**Extracted entries:**

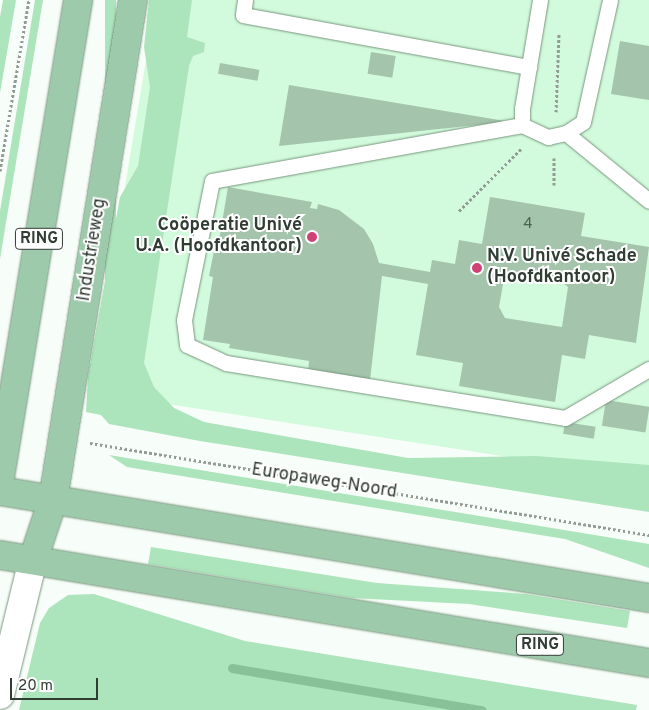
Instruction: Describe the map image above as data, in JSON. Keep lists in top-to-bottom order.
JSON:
{
  "streets": {
    "main road": ["RING", "Industrieweg"],
    "path": ["Europaweg-Noord"]
  },
  "crossings": [
    ["Industrieweg", "Europaweg-Noord"]
  ],
  "places": ["Coöperatie Univé U.A. (Hoofdkantoor)", "N.V. Univé Schade (Hoofdkantoor)"],
  "house_numbers": ["4"],
  "scale_bar": "20 m"
}
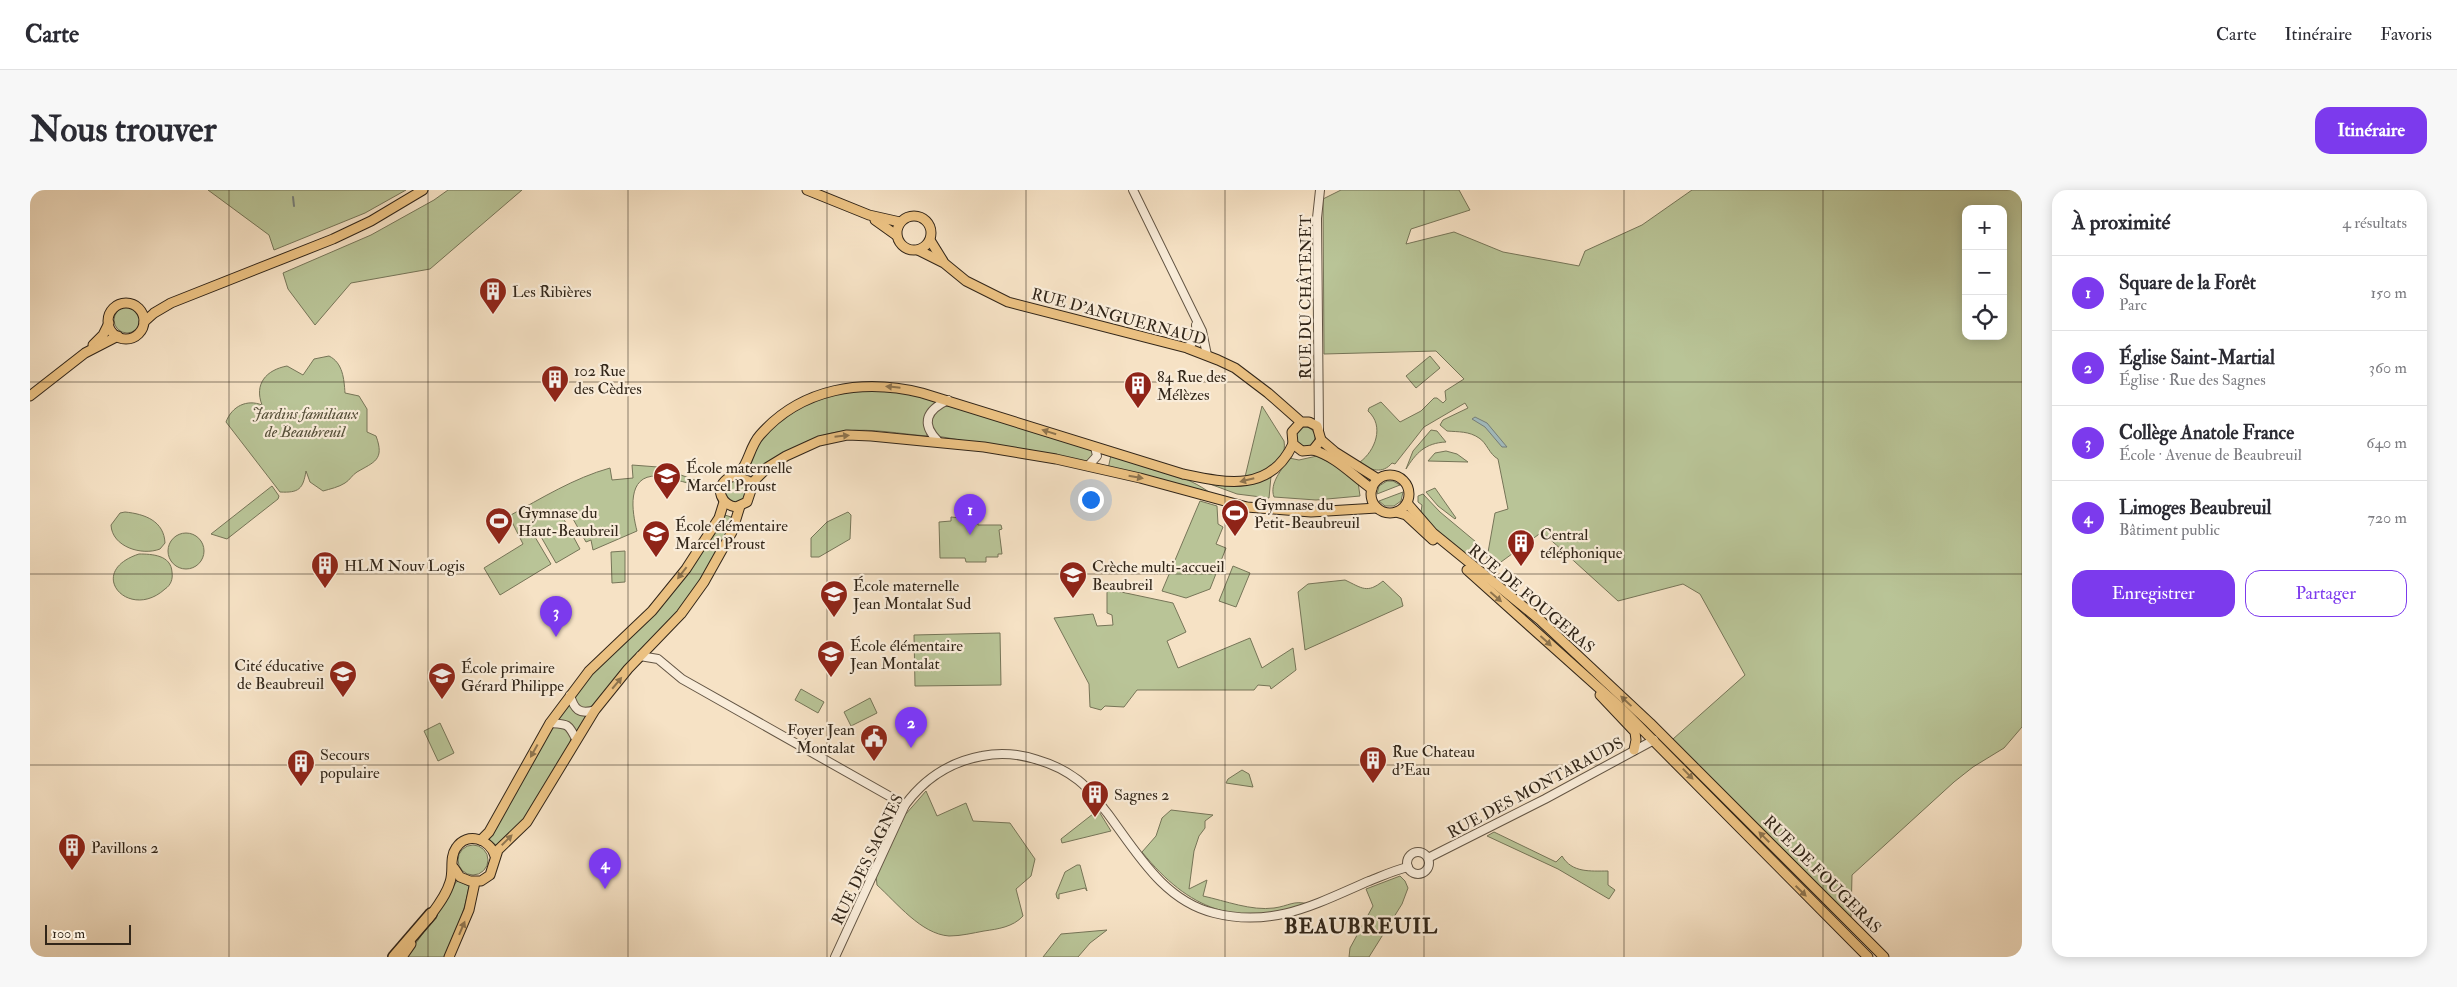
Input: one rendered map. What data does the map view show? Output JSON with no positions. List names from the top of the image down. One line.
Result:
{"streets":{"main road":["RUE D'ANGUERNAUD","RUE DE FOUGERAS"],"street":["RUE DU CHÂTENET","RUE DES MONTARAUDS","RUE DES SAGNES"]},"crossings":[["RUE DU CHÂTENET","RUE D'ANGUERNAUD"],["RUE DE FOUGERAS","RUE DES MONTARAUDS"],["RUE DES MONTARAUDS","RUE DES SAGNES"]],"districts":["BEAUBREUIL"],"parks":["Jardins familiaux de Beaubreuil"],"places":{"building":["Les Ribières","102 Rue des Cèdres","84 Rue des Mélèzes","Central téléphonique","HLM Nouv Logis","Rue Chateau d'Eau","Secours populaire","Sagnes 2","Pavillons 2"],"school or university":["École maternelle Marcel Proust","École élémentaire Marcel Proust","Crèche multi-accueil Beaubreil","École maternelle Jean Montalat Sud","École élémentaire Jean Montalat","Cité éducative de Beaubreuil","École primaire Gérard Philippe"],"sports":["Gymnase du Petit-Beaubreuil","Gymnase du Haut-Beaubreil"],"public building":["Foyer Jean Montalat"]},"scale_bar":"100 m","page":{"header":"Carte","nav":["Carte","Itinéraire","Favoris"],"buttons":["Itinéraire",["Enregistrer","Partager"]],"title":"Nous trouver","heading":["À proximité","4 résultats"],"map_buttons":["+","−"],"list":[{"mark":"1","name":"Square de la Forêt","note":"Parc","value":"150 m"},{"mark":"2","name":"Église Saint-Martial","note":"Église · Rue des Sagnes","value":"360 m"},{"mark":"3","name":"Collège Anatole France","note":"École · Avenue de Beaubreuil","value":"640 m"},{"mark":"4","name":"Limoges Beaubreuil","note":"Bâtiment public","value":"720 m"}],"pins":["1","3","2","4"],"scale":"100 m"}}
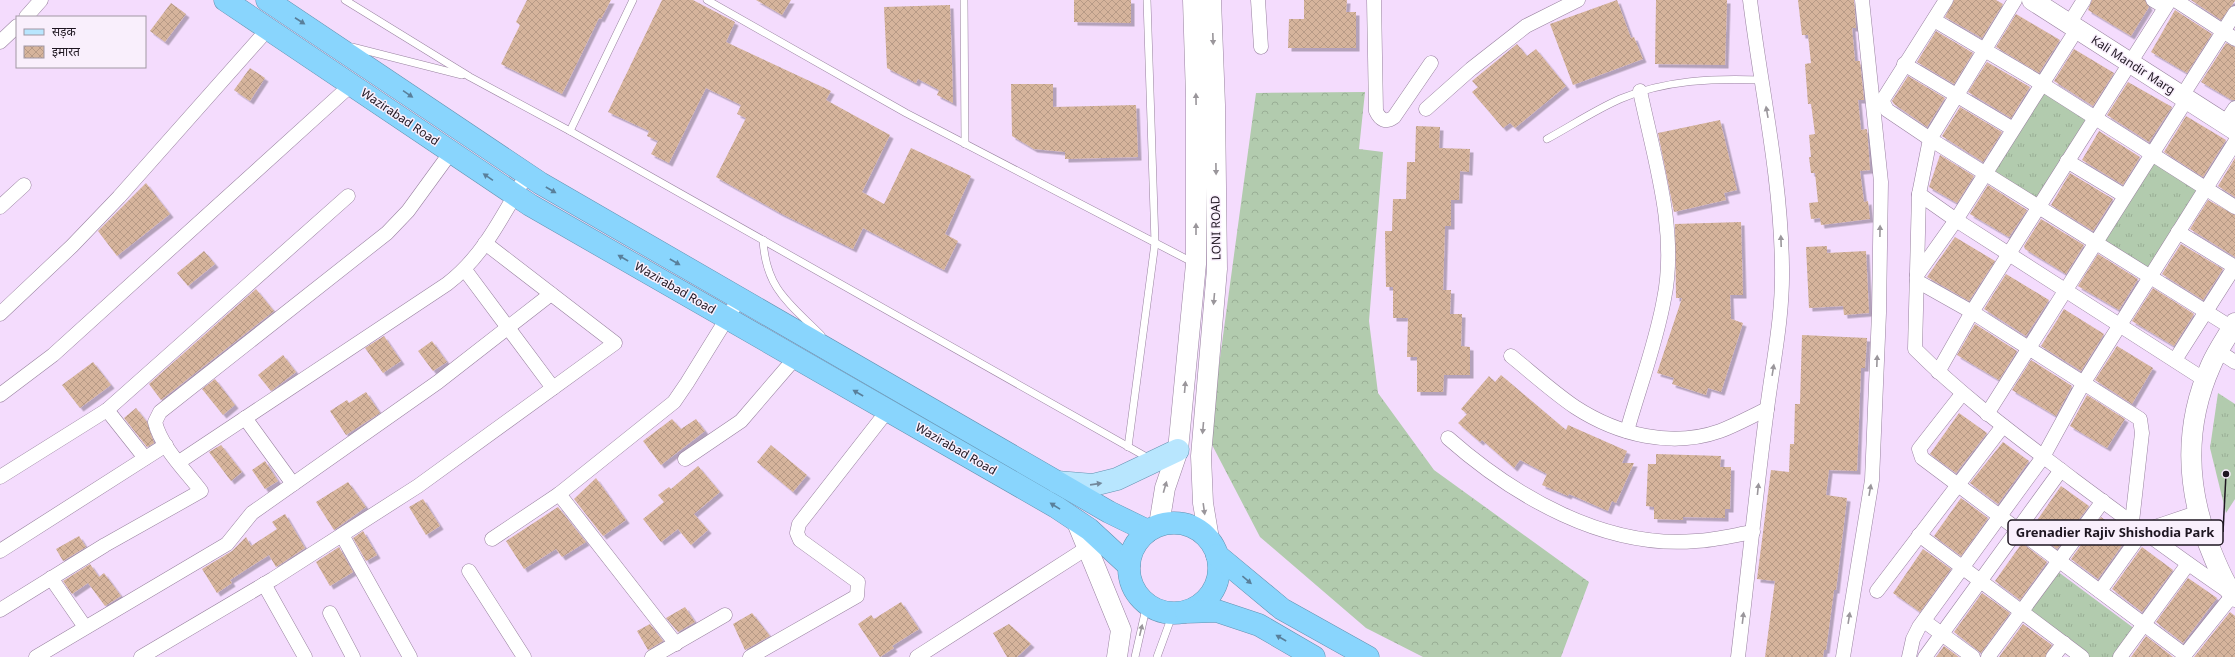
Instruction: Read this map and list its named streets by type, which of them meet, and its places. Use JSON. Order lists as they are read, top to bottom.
{
  "streets": {
    "highway": ["Wazirabad Road"],
    "street": ["Kali Mandir Marg", "LONI ROAD"]
  },
  "crossings": [
    ["Wazirabad Road", "LONI ROAD"]
  ],
  "places": ["Grenadier Rajiv Shishodia Park"],
  "legend": ["सड़क", "इमारत"]
}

**What you will do:** Write every line above out again exactly; pictures do not belong in the copy.

**Response to the exercise:**
Instruction: Describe the map image above as data, in JSON. Keep lists in top-to-bottom order.
JSON:
{
  "streets": {
    "main road": ["RING", "Industrieweg"],
    "path": ["Europaweg-Noord"]
  },
  "crossings": [
    ["Industrieweg", "Europaweg-Noord"]
  ],
  "places": ["Coöperatie Univé U.A. (Hoofdkantoor)", "N.V. Univé Schade (Hoofdkantoor)"],
  "house_numbers": ["4"],
  "scale_bar": "20 m"
}
Input: one rendered map. What data does the map view show? Output JSON with no positions. List names from the top of the image down. One line.
Result:
{"streets":{"main road":["RUE D'ANGUERNAUD","RUE DE FOUGERAS"],"street":["RUE DU CHÂTENET","RUE DES MONTARAUDS","RUE DES SAGNES"]},"crossings":[["RUE DU CHÂTENET","RUE D'ANGUERNAUD"],["RUE DE FOUGERAS","RUE DES MONTARAUDS"],["RUE DES MONTARAUDS","RUE DES SAGNES"]],"districts":["BEAUBREUIL"],"parks":["Jardins familiaux de Beaubreuil"],"places":{"building":["Les Ribières","102 Rue des Cèdres","84 Rue des Mélèzes","Central téléphonique","HLM Nouv Logis","Rue Chateau d'Eau","Secours populaire","Sagnes 2","Pavillons 2"],"school or university":["École maternelle Marcel Proust","École élémentaire Marcel Proust","Crèche multi-accueil Beaubreil","École maternelle Jean Montalat Sud","École élémentaire Jean Montalat","Cité éducative de Beaubreuil","École primaire Gérard Philippe"],"sports":["Gymnase du Petit-Beaubreuil","Gymnase du Haut-Beaubreil"],"public building":["Foyer Jean Montalat"]},"scale_bar":"100 m","page":{"header":"Carte","nav":["Carte","Itinéraire","Favoris"],"buttons":["Itinéraire",["Enregistrer","Partager"]],"title":"Nous trouver","heading":["À proximité","4 résultats"],"map_buttons":["+","−"],"list":[{"mark":"1","name":"Square de la Forêt","note":"Parc","value":"150 m"},{"mark":"2","name":"Église Saint-Martial","note":"Église · Rue des Sagnes","value":"360 m"},{"mark":"3","name":"Collège Anatole France","note":"École · Avenue de Beaubreuil","value":"640 m"},{"mark":"4","name":"Limoges Beaubreuil","note":"Bâtiment public","value":"720 m"}],"pins":["1","3","2","4"],"scale":"100 m"}}
Instruction: Read this map and list its named streets by type, which of them meet, and its places. Use JSON. Order lists as they are read, top to bottom.
{
  "streets": {
    "highway": ["Wazirabad Road"],
    "street": ["Kali Mandir Marg", "LONI ROAD"]
  },
  "crossings": [
    ["Wazirabad Road", "LONI ROAD"]
  ],
  "places": ["Grenadier Rajiv Shishodia Park"],
  "legend": ["सड़क", "इमारत"]
}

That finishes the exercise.